# ACTIVITY
Look for the line that has "position:absolute; left:736px; top:18px;" in the material below; please repeat it and every line after it, exactly, up to and including the line that has "font-size:20px; font-style:normal; color:#a2a4a9", and nothing else.

══ SUPPLIED RECORDS

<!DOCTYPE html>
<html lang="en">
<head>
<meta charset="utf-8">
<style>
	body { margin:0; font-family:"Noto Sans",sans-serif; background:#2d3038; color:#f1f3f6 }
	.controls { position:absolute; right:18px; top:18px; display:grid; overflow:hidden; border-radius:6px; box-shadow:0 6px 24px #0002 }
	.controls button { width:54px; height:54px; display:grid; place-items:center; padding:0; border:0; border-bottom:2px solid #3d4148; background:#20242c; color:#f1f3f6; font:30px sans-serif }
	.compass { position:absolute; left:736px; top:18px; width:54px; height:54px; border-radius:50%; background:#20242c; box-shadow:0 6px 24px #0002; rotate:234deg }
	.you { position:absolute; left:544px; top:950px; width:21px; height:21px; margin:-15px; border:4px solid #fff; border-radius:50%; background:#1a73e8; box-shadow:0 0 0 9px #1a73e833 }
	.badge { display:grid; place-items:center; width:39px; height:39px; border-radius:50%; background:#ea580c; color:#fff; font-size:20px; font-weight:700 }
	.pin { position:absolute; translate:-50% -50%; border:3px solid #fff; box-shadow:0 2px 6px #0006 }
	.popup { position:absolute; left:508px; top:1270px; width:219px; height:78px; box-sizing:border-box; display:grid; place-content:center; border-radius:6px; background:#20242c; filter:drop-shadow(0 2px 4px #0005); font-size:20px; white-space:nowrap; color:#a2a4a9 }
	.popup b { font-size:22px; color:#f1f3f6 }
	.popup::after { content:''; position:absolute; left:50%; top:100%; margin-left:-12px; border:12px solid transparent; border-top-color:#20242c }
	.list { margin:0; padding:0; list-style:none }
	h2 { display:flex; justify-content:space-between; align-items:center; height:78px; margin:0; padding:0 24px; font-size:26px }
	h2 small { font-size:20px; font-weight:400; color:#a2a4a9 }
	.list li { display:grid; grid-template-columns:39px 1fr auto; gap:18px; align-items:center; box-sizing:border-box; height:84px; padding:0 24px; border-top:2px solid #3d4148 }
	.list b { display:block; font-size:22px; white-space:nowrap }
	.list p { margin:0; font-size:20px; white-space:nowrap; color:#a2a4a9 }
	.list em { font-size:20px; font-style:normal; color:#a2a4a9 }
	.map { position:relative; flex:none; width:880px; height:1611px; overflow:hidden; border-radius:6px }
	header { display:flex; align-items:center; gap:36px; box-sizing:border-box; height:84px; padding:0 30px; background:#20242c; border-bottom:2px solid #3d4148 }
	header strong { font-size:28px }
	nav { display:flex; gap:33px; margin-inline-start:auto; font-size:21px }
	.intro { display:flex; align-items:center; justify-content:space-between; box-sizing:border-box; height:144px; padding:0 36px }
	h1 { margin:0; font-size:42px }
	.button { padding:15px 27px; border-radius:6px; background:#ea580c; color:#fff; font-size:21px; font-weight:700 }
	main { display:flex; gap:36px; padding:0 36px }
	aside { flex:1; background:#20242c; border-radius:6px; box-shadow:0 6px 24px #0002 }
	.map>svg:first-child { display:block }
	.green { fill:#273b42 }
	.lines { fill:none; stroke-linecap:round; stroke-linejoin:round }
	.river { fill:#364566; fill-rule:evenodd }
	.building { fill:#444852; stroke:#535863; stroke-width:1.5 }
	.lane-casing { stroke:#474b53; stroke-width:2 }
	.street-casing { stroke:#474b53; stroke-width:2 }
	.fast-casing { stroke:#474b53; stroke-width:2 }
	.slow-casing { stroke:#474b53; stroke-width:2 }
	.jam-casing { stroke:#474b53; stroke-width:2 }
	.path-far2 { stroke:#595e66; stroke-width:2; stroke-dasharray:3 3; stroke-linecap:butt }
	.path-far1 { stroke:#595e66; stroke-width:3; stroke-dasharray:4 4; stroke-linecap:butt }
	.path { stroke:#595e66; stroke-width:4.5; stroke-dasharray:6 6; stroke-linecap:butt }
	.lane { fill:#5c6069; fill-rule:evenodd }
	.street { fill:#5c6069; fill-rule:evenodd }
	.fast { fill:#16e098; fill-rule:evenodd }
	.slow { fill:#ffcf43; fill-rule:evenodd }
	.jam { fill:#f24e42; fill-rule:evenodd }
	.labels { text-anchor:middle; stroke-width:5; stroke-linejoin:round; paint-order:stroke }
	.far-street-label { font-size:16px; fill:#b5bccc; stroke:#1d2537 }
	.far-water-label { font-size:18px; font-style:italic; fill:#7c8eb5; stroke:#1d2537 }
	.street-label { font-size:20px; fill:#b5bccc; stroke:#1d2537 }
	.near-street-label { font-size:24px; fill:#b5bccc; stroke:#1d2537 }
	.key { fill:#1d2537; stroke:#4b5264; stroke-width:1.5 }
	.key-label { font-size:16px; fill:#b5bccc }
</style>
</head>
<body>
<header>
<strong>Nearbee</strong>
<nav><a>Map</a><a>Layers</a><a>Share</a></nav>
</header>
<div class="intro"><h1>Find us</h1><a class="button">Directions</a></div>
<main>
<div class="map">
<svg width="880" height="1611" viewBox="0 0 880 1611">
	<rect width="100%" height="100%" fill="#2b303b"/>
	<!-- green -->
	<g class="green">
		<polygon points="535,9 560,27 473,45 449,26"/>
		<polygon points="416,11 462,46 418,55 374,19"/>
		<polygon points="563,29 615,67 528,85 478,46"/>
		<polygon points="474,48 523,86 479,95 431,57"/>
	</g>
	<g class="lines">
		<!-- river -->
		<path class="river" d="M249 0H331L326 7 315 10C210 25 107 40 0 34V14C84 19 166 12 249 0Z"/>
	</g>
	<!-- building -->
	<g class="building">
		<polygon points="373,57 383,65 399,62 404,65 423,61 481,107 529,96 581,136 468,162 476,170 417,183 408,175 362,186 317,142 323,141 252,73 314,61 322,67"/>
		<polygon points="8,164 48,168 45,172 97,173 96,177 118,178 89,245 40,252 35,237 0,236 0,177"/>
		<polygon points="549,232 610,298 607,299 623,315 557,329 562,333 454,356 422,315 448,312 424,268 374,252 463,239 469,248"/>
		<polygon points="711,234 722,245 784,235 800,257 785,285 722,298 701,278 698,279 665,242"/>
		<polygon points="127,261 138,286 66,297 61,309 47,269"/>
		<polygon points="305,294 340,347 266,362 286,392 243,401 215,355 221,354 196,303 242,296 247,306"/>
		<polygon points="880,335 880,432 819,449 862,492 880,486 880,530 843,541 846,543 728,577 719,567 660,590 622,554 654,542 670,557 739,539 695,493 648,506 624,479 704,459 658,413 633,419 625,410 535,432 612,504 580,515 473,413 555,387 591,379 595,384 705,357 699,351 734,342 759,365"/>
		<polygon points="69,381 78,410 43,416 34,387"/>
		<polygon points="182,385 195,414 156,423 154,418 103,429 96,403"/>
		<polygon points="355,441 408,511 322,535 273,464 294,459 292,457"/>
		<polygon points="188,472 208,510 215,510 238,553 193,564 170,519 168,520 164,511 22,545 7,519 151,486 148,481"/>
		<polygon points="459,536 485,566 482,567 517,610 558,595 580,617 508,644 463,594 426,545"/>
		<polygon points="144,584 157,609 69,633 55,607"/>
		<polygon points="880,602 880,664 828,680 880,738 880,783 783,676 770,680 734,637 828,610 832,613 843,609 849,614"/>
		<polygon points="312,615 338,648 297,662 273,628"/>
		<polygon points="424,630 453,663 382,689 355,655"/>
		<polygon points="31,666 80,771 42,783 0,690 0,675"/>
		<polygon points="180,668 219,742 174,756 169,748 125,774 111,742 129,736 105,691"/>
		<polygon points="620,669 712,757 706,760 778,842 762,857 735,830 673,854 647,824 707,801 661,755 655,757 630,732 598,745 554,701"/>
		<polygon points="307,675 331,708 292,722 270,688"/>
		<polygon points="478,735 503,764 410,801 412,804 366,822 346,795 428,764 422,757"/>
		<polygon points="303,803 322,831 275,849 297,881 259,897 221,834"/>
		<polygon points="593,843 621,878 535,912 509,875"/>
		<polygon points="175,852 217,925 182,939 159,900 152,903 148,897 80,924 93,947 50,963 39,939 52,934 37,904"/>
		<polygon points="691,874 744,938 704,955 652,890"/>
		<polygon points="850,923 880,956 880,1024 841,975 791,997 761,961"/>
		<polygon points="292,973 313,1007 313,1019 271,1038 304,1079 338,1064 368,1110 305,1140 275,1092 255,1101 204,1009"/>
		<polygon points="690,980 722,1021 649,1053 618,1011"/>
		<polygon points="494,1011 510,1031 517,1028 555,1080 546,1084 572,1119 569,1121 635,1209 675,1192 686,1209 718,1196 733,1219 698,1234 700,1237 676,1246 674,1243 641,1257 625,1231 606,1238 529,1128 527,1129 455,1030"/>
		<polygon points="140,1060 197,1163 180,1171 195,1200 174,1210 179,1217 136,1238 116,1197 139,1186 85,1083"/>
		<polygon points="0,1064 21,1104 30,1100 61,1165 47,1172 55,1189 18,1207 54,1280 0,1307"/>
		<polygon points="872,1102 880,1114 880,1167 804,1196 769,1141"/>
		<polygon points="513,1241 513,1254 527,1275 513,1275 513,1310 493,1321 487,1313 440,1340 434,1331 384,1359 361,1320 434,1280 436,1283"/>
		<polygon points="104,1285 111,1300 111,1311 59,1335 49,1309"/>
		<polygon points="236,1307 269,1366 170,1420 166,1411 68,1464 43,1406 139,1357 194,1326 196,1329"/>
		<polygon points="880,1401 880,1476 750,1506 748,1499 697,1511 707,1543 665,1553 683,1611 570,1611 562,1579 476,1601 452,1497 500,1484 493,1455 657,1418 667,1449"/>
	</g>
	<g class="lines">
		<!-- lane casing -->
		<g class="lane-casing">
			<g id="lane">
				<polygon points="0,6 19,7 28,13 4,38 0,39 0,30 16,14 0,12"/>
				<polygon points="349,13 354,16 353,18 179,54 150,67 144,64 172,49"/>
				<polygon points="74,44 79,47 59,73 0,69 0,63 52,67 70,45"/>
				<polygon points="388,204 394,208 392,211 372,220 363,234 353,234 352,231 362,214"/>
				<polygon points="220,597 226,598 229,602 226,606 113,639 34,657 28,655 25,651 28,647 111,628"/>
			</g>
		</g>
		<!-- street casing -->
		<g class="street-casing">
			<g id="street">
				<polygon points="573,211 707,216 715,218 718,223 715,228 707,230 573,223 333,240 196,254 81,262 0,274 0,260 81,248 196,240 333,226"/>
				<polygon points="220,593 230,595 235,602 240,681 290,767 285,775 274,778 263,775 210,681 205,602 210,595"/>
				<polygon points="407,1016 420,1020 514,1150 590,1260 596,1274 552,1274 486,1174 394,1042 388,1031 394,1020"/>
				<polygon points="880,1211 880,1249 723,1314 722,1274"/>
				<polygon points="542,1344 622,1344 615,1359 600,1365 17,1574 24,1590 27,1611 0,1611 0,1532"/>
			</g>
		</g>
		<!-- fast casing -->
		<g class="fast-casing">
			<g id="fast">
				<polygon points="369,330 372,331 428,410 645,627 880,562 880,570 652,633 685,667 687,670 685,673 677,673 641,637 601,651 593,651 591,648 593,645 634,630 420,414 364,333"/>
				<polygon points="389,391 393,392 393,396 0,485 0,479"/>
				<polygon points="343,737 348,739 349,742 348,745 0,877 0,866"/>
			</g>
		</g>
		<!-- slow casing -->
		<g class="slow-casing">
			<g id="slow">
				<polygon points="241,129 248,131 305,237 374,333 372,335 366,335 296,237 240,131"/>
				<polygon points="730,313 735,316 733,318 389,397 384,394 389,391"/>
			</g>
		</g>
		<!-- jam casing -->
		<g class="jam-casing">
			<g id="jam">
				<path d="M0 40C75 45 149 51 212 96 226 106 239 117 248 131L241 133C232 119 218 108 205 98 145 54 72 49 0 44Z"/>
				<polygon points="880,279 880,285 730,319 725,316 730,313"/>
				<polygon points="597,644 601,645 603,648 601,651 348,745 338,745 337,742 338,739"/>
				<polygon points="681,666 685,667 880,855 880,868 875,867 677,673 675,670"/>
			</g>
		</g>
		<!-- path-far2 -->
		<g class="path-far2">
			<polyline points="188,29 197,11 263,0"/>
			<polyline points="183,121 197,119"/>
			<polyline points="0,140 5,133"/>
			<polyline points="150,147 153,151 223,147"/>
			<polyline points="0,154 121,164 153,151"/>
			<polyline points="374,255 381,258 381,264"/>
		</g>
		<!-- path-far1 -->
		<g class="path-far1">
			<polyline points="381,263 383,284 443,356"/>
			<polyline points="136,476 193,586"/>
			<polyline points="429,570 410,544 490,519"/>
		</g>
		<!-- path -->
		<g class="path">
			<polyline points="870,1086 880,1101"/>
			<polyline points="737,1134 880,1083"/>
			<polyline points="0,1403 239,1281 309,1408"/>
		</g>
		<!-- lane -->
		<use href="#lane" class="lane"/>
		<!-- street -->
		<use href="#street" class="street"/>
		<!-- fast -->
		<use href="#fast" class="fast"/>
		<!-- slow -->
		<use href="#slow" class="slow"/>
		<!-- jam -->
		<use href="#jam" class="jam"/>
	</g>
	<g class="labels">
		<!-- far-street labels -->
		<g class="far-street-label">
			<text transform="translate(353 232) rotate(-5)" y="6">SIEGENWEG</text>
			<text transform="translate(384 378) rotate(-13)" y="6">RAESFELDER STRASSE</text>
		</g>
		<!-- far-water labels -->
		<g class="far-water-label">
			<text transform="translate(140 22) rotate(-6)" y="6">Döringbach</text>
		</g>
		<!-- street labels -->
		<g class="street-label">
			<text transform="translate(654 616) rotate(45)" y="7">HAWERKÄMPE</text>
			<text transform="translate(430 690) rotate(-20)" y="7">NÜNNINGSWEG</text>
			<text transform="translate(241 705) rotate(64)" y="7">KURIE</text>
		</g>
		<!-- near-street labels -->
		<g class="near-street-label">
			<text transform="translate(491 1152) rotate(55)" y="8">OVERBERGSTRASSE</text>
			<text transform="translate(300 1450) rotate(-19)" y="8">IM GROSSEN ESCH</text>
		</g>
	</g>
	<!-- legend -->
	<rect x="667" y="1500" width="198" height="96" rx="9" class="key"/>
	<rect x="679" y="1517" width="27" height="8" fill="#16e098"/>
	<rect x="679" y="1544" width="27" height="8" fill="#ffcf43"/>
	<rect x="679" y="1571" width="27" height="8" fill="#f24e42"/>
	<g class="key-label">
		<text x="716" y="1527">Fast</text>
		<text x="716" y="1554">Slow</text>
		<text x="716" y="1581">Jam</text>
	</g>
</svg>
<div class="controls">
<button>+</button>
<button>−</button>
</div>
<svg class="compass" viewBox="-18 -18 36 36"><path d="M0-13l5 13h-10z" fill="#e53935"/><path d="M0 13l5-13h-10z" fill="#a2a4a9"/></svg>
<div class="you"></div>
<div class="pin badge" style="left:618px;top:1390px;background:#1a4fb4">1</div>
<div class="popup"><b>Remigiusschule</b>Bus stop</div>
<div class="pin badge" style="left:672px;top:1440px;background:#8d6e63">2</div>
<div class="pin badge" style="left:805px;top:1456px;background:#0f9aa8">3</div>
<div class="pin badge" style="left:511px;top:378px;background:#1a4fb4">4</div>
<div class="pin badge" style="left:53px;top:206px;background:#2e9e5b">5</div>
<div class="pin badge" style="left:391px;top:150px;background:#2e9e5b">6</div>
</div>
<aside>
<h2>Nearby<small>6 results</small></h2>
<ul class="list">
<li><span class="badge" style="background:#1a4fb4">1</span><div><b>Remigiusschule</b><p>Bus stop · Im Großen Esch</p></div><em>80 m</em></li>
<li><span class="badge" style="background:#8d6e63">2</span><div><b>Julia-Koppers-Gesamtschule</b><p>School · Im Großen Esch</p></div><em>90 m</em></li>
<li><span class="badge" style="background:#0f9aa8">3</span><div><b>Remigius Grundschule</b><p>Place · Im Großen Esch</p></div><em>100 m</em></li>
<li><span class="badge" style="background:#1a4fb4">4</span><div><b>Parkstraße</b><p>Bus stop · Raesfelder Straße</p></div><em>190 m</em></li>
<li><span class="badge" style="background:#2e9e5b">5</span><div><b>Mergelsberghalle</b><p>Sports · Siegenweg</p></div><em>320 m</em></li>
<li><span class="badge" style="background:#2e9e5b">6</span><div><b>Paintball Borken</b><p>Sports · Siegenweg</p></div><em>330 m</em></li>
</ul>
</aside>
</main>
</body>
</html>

════

# RESULT OF THE EXERCISE
	.compass { position:absolute; left:736px; top:18px; width:54px; height:54px; border-radius:50%; background:#20242c; box-shadow:0 6px 24px #0002; rotate:234deg }
	.you { position:absolute; left:544px; top:950px; width:21px; height:21px; margin:-15px; border:4px solid #fff; border-radius:50%; background:#1a73e8; box-shadow:0 0 0 9px #1a73e833 }
	.badge { display:grid; place-items:center; width:39px; height:39px; border-radius:50%; background:#ea580c; color:#fff; font-size:20px; font-weight:700 }
	.pin { position:absolute; translate:-50% -50%; border:3px solid #fff; box-shadow:0 2px 6px #0006 }
	.popup { position:absolute; left:508px; top:1270px; width:219px; height:78px; box-sizing:border-box; display:grid; place-content:center; border-radius:6px; background:#20242c; filter:drop-shadow(0 2px 4px #0005); font-size:20px; white-space:nowrap; color:#a2a4a9 }
	.popup b { font-size:22px; color:#f1f3f6 }
	.popup::after { content:''; position:absolute; left:50%; top:100%; margin-left:-12px; border:12px solid transparent; border-top-color:#20242c }
	.list { margin:0; padding:0; list-style:none }
	h2 { display:flex; justify-content:space-between; align-items:center; height:78px; margin:0; padding:0 24px; font-size:26px }
	h2 small { font-size:20px; font-weight:400; color:#a2a4a9 }
	.list li { display:grid; grid-template-columns:39px 1fr auto; gap:18px; align-items:center; box-sizing:border-box; height:84px; padding:0 24px; border-top:2px solid #3d4148 }
	.list b { display:block; font-size:22px; white-space:nowrap }
	.list p { margin:0; font-size:20px; white-space:nowrap; color:#a2a4a9 }
	.list em { font-size:20px; font-style:normal; color:#a2a4a9 }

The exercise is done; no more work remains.